Anthony Rogers-White, the director of environmental justice for the New York Lawyers for the Public Interest, spoke at the roundtable about the impact peaker plants and other pollutants have on Black and brown communities in Queens and beyond.

“I would have to say that peaker plants, which we are here today to talk about shutting down and replacing with renewable forms of energy, represent the epitome of environmental racism,” Rogers-White said. “What we do know is that Black, brown and indigenous people have been breathing in toxic air that has been generated disproportionately by affluent white people.
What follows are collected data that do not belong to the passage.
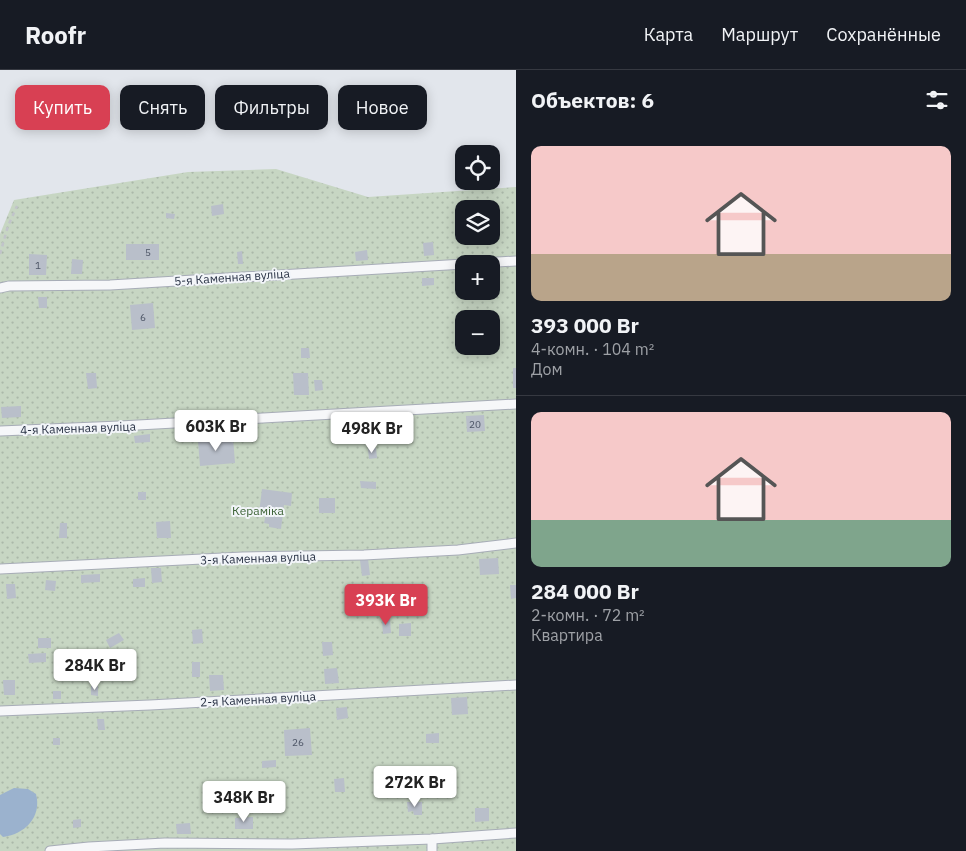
<!DOCTYPE html>
<html lang="ru">
<head>
<meta charset="utf-8">
<style>
  :root { --surface:#171b24; --page:#20242c; --text:#f1f3f6; --muted:#9ea1a6; --line:#363941; --accent:#d84053 }
  body { margin:0; font-family:"IBM Plex Sans",sans-serif; background:var(--page); color:var(--text); height:100vh; display:flex; flex-direction:column; font-size:19px; white-space:nowrap }
  * { box-sizing:border-box; margin:0 }
  p { font-size:16px; color:var(--muted) }
  .icon { flex:none; width:28px; height:28px; fill:none; stroke:currentColor; stroke-width:2; stroke-linecap:round; stroke-linejoin:round }
  .map { position:relative; flex:1; overflow:hidden }
  .panel { display:flex; flex-direction:column; background:var(--surface); width:450px }
  .panel>* { flex:none }
  .banner { position:absolute; left:15px; top:15px; width:425px; height:45px; display:flex; gap:10px }
  .buttons { position:absolute; left:455px; top:75px; display:grid; gap:10px }
  .buttons a { display:grid; place-items:center; width:45px; height:45px; border-radius:10px; background:var(--surface); box-shadow:0 2px 12px #0003; font-size:25px }
  .price { position:absolute; translate:-50% -42px; padding:0 11px; border-radius:5px; background:#fff; color:#222; font-size:16px; line-height:32px; filter:drop-shadow(0 1px 2px #0008) }
  .price::after { content:''; position:absolute; left:50%; top:30px; width:15px; height:11px; margin-left:-8px; background:inherit; clip-path:polygon(0 0,100% 0,50% 100%) }
  .price.on { background:var(--accent); color:#fff }
  ul { padding:0; list-style:none }
  li { display:grid; align-content:center; gap:10px; height:265px; padding:0 15px }
  li+li { border-top:1px solid var(--line) }
  li span { display:grid; place-items:center; height:155px; border-radius:10px; color:#555 }
  li>.icon { margin-inline-start:auto }
  span .icon { width:90px; height:90px; fill:#fffc; stroke-width:1 }
  li b { font-size:21px }
  h2 { display:flex; justify-content:space-between; align-items:center; height:60px; padding:0 15px; font-size:21px }
  .tag { padding:0 18px; border-radius:10px; background:var(--surface); box-shadow:0 2px 12px #0003; font-size:18px; line-height:45px }
  .tag.on { background:var(--accent); color:#fff }
  header { display:flex; align-items:center; gap:30px; box-sizing:border-box; height:70px; padding:0 25px; background:var(--surface); border-bottom:1px solid var(--line) }
  header strong { font-size:24px }
  nav { display:flex; gap:28px; margin-inline-start:auto; font-size:18px }
  main { display:flex; flex:1; min-height:0 }
  .map>svg:first-child { display:block }
</style>
</head>
<body>
<header>
<strong>Roofr</strong>
<nav><a>Карта</a><a>Маршрут</a><a>Сохранённые</a></nav>
</header>
<main>
<div class="map">
<svg width="516" height="781" viewBox="0 0 516 781">
  <defs>
    <pattern id="grass-dots" width="8" height="8" patternUnits="userSpaceOnUse" patternTransform="scale(1.25)"><rect width="8" height="8" fill="#c7d6c3"/><path d="M2 2h.1M6 6h.1" fill="none" stroke="#abb8a9" stroke-width="1.8" stroke-linecap="round"/></pattern>
  </defs>
  <rect width="100%" height="100%" fill="#e2e6ec"/>
  <path fill="url(#grass-dots)" fill-rule="evenodd" d="M276,99L368,127L516,117V781H0V164L14,130L188,102ZM464,139H491V166H464ZM464,194H491V221H464ZM464,249H491V276H464Z"/>
  <path fill="#9bb2ce" d="M14,718L28,719L36,724C42,747 25,764 3,767L0,764V725Z"/>
  <g fill="#b9bfca">
    <polygon points="223,134 224,144 212,146 211,136"/>
    <polygon points="166,143 175,144 174,149 166,148"/>
    <polygon points="433,172 434,185 424,186 423,173"/>
    <rect x="126" y="174" width="33" height="16"/>
    <polygon points="367,180 368,190 356,191 355,182"/>
    <polygon points="242,181 243,194 238,194 237,182"/>
    <polygon points="29,184 47,185 46,205 29,205"/>
    <polygon points="72,189 83,190 82,204 71,204"/>
    <polygon points="422,208 434,208 434,215 422,216"/>
    <polygon points="38,227 47,227 47,238 39,238"/>
    <polygon points="153,233 155,258 132,260 130,235"/>
    <polygon points="301,278 309,278 310,288 301,288"/>
    <rect x="513" y="298" width="3" height="20"/>
    <polygon points="86,303 96,303 97,318 88,319"/>
    <polygon points="293,303 308,303 309,325 294,325"/>
    <polygon points="314,310 322,310 323,320 315,321"/>
    <polygon points="21,336 21,347 2,348 1,337"/>
    <polygon points="484,345 485,361 467,362 466,346"/>
    <polygon points="390,355 391,361 380,362 379,356"/>
    <polygon points="150,364 150,372 135,373 134,366"/>
    <polygon points="233,368 235,393 200,396 198,371"/>
    <polygon points="376,378 377,388 369,389 368,379"/>
    <polygon points="360,411 376,412 376,419 361,418"/>
    <polygon points="262,419 292,423 291,436 284,435 281,459 269,457 269,454 264,453 266,444 259,443"/>
    <rect x="138" y="422" width="8" height="8"/>
    <rect x="319" y="428" width="16" height="15"/>
    <polygon points="170,451 171,468 157,468 156,452"/>
    <polygon points="60,453 67,453 67,468 59,468"/>
    <polygon points="498,488 499,504 480,505 479,489"/>
    <polygon points="368,489 370,505 362,506 360,490"/>
    <polygon points="151,498 161,498 162,512 152,513"/>
    <polygon points="100,504 100,512 81,513 81,505"/>
    <polygon points="145,508 145,517 133,517 133,509"/>
    <polygon points="46,510 56,511 55,521 45,520"/>
    <polygon points="6,514 15,514 16,528 7,529"/>
    <polygon points="510,515 516,515 516,528 511,529"/>
    <polygon points="390,549 391,563 383,564 382,550"/>
    <polygon points="411,553 411,566 399,566 399,554"/>
    <polygon points="202,559 203,573 193,574 192,560"/>
    <polygon points="119,563 124,570 110,578 106,570"/>
    <rect x="38" y="568" width="13" height="10"/>
    <polygon points="322,572 332,572 333,585 323,586"/>
    <polygon points="46,583 46,592 29,593 28,584"/>
    <rect x="192" y="592" width="8" height="15"/>
    <polygon points="337,598 339,613 325,614 324,599"/>
    <polygon points="209,605 223,605 224,620 210,621"/>
    <polygon points="3,610 15,610 15,625 4,625"/>
    <polygon points="91,616 98,616 98,626 91,625"/>
    <rect x="53" y="621" width="8" height="8"/>
    <polygon points="467,627 468,644 452,645 451,628"/>
    <polygon points="347,637 348,648 337,650 336,638"/>
    <polygon points="97,649 104,649 105,660 98,660"/>
    <polygon points="310,658 312,685 285,686 284,660"/>
    <polygon points="439,663 439,673 426,673 426,664"/>
    <rect x="53" y="668" width="7" height="7"/>
    <polygon points="276,690 276,697 262,698 262,691"/>
    <polygon points="344,708 345,722 335,722 334,709"/>
    <polygon points="407,732 422,732 422,745 414,745 413,741 408,742"/>
    <polygon points="475,738 489,738 489,751 475,752"/>
    <polygon points="253,747 253,759 235,759 235,748"/>
    <polygon points="81,749 81,757 73,758 73,750"/>
    <polygon points="190,753 191,764 177,764 176,754"/>
  </g>
  <g fill="none" stroke-linecap="round" stroke-linejoin="round">
    <defs>
      <g id="lane">
        <polyline points="464,194 516,191"/>
        <polyline points="0,218 9,216 110,215 464,194"/>
        <polyline points="0,361 120,356 516,334"/>
        <polyline points="0,499 243,487 364,485 458,480 516,473"/>
        <polyline points="0,641 150,635 516,615"/>
        <polyline points="50,781 89,777 165,773 292,774 432,769 516,763"/>
        <polyline points="432,781 432,769"/>
      </g>
    </defs>
    <use href="#lane" stroke="#a7acb7" stroke-width="11"/>
    <polyline stroke="#c1c4ca" stroke-width="2.5" stroke-dasharray="4 4" stroke-linecap="butt" points="0,184 8,156 17,136"/>
    <use href="#lane" stroke="#f6f7f9" stroke-width="9"/>
  </g>
  <g text-anchor="middle" dominant-baseline="central" stroke-width="4" stroke-linejoin="round" paint-order="stroke">
    <g font-size="10" fill="#4d5566">
      <text x="148" y="182">5</text>
      <text x="38" y="195">1</text>
      <text x="143" y="247">6</text>
      <text x="475" y="354">20</text>
      <text x="298" y="672">26</text>
    </g>
    <g font-size="12" fill="#293245" stroke="#f2f5f9">
      <text transform="translate(232 207) rotate(-4)">5-я Каменная вуліца</text>
      <text transform="translate(78 358) rotate(-2)">4-я Каменная вуліца</text>
      <text transform="translate(258 488) rotate(-2)">3-я Каменная вуліца</text>
      <text transform="translate(258 629) rotate(-3)">2-я Каменная вуліца</text>
    </g>
    <g font-size="12" fill="#3c6235" stroke="#f2f5f9">
      <text x="258" y="440">Кераміка</text>
    </g>
  </g>
</svg>
<div class="buttons">
<a><svg class="icon" aria-label="locate" viewBox="0 0 24 24"><circle cx="12" cy="12" r="6"/><path d="M12 2v4M12 18v4M2 12h4M18 12h4"/></svg></a>
<a><svg class="icon" aria-label="layers" viewBox="0 0 24 24"><path d="M12 4l9 5-9 5-9-5zM3 14l9 5 9-5"/></svg></a>
<a>+</a>
<a>−</a>
</div>
<b class="price" style="left:216px;top:382px">603K Br</b>
<b class="price" style="left:372px;top:384px">498K Br</b>
<b class="price on" style="left:386px;top:556px">393K Br</b>
<b class="price" style="left:95px;top:621px">284K Br</b>
<b class="price" style="left:415px;top:738px">272K Br</b>
<b class="price" style="left:244px;top:753px">348K Br</b>
<div class="banner">
<a class="tag on">Купить</a>
<a class="tag">Снять</a>
<a class="tag">Фильтры</a>
<a class="tag">Новое</a>
</div>
</div>
<section class="panel">
<h2>Объектов: 6<svg class="icon" aria-label="filters" viewBox="0 0 24 24"><path d="M4 7h16M4 17h16"/><circle cx="9" cy="7" r="2"/><circle cx="15" cy="17" r="2"/></svg></h2>
<ul>
<li><span style="background:linear-gradient(#f6c9c9 70%,#b9a48a 0)"><svg class="icon" aria-label="home" viewBox="0 0 24 24"><path d="M3 11l9-7 9 7M6 9v11h12V9"/></svg></span><div><b>393 000 Br</b><p>4-комн. · 104 m²</p><p>Дом</p></div></li>
<li><span style="background:linear-gradient(#f6c9c9 70%,#7fa58c 0)"><svg class="icon" aria-label="home" viewBox="0 0 24 24"><path d="M3 11l9-7 9 7M6 9v11h12V9"/></svg></span><div><b>284 000 Br</b><p>2-комн. · 72 m²</p><p>Квартира</p></div></li>
</ul>
</section>
</main>
</body>
</html>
We have to change that.”

Maloney is the latest elected official to voice opposition against the building of the NRG plant in Astoria. Mayor Bill de Blasio, Sen. Chuck Schumer, Ocasio-Cortez, State Sens. Jessica Ramos and Michael Gianaris, Assemblymember Zohran Mamdani and others have rallied several times in recent months – including on Thursday afternoon – against the project.

Opponents of the project, which aims to swap out outdated turbines with new and more efficient ones, say that the state should instead focus on building renewable energy sources and not ones that rely on fracked gas.

NRG says that the plant’s technology will allow it to “be converted to green hydrogen in the future” and is “fully consistent with the Climate Leadership and Community Prevention Act.”

“The need for reliable power is as great as ever,” said Dave Schrader, a spokesperson for NRG, who added that the project “will immediately result in significant reductions in greenhouse gas emissions and supports the expansion of renewable energy resources throughout the state.”

Public hearings on the project, hosted by the Department of Environmental Conservation, began earlier this week. The vast majority of speakers said they were against the building of the plant. 

According to NRG, “hundreds of letters” of support were submitted in writing to the DEC ahead of the hearings.